| Directions |
From the line containing "position:absolute; right:30px; bottom:30px;" down to the line containing "position:absolute; left:841px; top:170px;" in the records below, reproduce every line exactly, ends included, and omit all others.

(Collected data)
####

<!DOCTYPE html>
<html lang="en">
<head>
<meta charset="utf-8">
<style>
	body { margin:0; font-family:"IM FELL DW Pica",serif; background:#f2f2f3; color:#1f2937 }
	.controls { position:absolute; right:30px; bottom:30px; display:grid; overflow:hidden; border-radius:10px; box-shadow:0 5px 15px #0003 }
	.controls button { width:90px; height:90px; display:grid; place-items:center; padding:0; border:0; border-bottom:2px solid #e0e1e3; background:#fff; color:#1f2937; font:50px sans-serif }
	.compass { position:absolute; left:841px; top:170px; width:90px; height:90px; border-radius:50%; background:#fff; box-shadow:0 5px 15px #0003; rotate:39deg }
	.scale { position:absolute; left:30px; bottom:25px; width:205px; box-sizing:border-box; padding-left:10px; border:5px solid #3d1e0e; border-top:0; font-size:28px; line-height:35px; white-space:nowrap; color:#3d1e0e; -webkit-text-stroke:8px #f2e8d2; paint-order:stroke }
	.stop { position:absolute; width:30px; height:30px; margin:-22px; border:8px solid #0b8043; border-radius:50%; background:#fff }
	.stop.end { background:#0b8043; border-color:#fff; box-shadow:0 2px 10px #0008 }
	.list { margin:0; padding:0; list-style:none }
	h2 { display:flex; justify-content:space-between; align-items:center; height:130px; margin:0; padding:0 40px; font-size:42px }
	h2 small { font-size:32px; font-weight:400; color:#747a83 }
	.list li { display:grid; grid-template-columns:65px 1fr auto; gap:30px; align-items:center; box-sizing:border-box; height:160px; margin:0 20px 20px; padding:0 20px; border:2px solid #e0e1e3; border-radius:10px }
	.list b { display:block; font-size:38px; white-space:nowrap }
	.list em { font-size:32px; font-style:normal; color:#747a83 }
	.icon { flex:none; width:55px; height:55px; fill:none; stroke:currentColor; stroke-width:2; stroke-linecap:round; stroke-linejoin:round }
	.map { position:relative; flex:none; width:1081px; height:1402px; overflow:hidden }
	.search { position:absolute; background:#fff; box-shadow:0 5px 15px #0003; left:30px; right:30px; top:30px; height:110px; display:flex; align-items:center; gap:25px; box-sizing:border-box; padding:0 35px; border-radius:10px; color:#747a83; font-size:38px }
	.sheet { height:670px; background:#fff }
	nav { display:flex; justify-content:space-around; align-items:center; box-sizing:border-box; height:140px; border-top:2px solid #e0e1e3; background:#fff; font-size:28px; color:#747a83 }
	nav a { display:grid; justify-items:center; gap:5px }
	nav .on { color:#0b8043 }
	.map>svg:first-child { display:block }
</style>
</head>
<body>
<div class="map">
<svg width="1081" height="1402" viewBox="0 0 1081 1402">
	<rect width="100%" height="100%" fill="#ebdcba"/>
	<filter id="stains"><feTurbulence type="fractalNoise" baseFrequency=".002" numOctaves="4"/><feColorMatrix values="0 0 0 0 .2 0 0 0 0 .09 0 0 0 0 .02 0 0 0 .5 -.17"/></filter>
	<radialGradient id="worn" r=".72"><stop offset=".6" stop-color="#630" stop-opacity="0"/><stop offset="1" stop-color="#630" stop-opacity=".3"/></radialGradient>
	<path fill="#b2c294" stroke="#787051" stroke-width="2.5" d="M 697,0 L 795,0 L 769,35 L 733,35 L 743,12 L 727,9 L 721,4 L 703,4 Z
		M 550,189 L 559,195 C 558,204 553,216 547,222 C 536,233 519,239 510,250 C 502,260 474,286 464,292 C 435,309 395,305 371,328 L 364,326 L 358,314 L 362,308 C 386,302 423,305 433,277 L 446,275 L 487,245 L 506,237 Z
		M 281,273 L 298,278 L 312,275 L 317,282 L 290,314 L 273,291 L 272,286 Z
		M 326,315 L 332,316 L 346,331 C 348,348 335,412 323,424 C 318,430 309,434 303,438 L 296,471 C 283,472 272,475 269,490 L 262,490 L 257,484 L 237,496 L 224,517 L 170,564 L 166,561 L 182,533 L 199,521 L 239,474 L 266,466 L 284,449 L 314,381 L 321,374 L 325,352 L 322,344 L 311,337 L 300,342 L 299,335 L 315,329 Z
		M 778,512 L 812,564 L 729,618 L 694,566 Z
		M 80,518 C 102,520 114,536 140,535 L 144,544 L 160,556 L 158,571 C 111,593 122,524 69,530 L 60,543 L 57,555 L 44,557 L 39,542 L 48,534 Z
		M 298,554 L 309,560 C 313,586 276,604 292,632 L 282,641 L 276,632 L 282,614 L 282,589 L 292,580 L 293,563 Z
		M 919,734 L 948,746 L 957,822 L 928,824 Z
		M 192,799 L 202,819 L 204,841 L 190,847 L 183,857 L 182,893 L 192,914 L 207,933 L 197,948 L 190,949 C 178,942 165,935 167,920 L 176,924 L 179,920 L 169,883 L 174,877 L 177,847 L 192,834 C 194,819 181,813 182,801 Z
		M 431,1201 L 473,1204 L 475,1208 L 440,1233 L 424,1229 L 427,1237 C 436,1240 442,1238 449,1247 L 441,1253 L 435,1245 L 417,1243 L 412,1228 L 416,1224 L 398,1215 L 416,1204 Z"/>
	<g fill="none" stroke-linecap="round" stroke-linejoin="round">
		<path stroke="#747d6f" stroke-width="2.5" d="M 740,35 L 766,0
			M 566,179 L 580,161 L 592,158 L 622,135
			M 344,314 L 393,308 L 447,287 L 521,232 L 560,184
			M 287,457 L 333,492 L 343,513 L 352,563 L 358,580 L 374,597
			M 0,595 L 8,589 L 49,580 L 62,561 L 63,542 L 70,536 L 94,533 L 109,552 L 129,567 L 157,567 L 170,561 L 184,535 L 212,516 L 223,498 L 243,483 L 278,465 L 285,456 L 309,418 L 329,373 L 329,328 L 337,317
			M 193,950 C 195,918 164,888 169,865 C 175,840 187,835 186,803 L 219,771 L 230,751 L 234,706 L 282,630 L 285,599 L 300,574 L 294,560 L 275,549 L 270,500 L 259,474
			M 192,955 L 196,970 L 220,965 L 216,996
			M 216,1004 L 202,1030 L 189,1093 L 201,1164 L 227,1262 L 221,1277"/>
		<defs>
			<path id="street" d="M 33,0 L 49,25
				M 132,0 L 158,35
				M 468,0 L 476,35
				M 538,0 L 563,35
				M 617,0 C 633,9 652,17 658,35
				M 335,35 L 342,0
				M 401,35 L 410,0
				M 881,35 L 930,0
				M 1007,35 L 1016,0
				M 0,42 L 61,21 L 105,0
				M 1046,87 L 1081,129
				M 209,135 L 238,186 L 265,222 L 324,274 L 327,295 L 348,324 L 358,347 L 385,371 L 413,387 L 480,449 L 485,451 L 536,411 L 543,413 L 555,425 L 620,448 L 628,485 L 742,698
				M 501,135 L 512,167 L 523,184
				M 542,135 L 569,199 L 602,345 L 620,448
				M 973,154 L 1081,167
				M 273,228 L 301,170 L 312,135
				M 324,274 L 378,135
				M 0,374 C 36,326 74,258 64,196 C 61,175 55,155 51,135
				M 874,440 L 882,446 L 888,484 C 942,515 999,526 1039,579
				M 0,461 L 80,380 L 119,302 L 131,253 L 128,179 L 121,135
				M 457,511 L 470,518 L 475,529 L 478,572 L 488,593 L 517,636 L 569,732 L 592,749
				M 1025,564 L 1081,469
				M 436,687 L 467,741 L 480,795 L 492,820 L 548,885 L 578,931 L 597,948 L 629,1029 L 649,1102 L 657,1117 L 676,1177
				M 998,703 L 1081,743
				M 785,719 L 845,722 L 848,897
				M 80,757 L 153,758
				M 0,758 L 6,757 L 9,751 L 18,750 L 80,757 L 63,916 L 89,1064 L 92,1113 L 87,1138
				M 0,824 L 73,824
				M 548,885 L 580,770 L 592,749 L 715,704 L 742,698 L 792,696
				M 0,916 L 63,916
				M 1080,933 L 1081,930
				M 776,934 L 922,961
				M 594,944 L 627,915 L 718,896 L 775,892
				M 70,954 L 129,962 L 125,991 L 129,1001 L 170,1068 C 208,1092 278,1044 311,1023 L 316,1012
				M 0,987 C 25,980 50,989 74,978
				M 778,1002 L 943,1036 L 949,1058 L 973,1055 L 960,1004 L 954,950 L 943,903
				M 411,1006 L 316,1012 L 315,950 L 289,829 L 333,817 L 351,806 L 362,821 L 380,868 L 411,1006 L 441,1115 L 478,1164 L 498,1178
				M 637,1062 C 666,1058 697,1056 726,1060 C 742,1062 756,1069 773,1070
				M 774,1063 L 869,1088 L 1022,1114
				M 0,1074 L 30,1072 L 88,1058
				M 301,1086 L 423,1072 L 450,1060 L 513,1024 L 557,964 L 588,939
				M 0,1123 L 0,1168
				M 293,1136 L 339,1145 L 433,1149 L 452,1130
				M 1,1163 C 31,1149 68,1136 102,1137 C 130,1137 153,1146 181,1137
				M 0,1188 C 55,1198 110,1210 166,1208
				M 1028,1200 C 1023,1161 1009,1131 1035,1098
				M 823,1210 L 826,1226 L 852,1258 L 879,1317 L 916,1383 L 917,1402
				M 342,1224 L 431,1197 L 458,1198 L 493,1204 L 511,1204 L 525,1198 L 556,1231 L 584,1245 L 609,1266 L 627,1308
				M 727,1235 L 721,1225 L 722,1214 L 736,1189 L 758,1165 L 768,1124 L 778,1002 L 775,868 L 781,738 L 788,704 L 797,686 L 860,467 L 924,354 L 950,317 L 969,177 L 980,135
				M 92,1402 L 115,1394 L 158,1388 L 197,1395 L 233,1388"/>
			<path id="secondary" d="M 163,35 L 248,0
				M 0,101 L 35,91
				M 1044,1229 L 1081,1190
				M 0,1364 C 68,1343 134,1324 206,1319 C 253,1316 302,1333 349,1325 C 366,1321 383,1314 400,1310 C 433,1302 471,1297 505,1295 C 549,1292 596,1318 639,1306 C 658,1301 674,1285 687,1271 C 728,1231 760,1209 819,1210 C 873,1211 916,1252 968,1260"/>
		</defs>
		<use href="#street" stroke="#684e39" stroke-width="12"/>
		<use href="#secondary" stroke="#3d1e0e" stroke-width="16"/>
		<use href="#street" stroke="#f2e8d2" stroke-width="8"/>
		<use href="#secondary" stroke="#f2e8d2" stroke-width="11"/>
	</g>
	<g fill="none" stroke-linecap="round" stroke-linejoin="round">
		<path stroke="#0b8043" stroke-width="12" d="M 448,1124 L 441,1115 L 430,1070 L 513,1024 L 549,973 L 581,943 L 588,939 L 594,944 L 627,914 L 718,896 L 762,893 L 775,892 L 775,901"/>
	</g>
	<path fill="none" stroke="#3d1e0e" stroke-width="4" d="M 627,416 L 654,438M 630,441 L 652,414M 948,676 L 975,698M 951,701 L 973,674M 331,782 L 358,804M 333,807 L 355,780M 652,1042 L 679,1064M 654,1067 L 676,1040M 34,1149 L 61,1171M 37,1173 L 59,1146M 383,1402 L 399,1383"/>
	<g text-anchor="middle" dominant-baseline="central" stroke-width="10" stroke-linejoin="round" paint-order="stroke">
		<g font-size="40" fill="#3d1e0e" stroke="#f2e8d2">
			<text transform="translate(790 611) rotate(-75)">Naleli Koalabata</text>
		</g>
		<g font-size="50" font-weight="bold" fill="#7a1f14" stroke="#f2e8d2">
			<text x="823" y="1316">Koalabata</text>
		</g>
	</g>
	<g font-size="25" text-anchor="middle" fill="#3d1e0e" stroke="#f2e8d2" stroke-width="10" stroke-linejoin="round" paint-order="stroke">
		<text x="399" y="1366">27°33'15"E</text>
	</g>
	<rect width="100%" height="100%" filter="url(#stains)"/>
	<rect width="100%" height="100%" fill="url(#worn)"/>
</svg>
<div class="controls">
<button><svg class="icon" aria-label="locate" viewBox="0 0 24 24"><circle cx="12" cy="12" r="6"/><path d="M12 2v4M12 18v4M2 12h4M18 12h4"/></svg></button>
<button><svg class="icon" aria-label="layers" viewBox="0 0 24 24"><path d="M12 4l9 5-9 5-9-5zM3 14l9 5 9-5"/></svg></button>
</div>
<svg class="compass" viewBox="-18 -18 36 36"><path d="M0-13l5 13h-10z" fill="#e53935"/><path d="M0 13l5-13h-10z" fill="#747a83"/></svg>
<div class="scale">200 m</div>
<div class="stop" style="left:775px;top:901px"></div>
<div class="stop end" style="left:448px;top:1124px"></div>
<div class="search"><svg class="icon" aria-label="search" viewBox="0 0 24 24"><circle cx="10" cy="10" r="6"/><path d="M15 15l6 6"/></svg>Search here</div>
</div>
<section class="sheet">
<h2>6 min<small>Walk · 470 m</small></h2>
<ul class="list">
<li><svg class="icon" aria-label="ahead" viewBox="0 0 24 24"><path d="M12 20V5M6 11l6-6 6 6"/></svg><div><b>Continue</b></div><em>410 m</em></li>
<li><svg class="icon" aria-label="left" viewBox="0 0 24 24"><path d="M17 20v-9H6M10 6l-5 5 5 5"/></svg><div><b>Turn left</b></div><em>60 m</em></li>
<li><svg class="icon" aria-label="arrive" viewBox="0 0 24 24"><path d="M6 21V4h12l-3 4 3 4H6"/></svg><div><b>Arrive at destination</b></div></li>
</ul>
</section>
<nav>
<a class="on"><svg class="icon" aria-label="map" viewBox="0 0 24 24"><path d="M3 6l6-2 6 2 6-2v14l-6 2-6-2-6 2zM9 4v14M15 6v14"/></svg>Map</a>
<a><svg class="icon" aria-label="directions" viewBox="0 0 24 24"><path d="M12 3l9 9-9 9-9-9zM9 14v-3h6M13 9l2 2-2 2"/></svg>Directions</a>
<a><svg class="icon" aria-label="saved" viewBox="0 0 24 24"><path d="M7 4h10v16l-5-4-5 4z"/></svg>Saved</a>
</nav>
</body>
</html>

####

| Response to this exercise |
	.controls { position:absolute; right:30px; bottom:30px; display:grid; overflow:hidden; border-radius:10px; box-shadow:0 5px 15px #0003 }
	.controls button { width:90px; height:90px; display:grid; place-items:center; padding:0; border:0; border-bottom:2px solid #e0e1e3; background:#fff; color:#1f2937; font:50px sans-serif }
	.compass { position:absolute; left:841px; top:170px; width:90px; height:90px; border-radius:50%; background:#fff; box-shadow:0 5px 15px #0003; rotate:39deg }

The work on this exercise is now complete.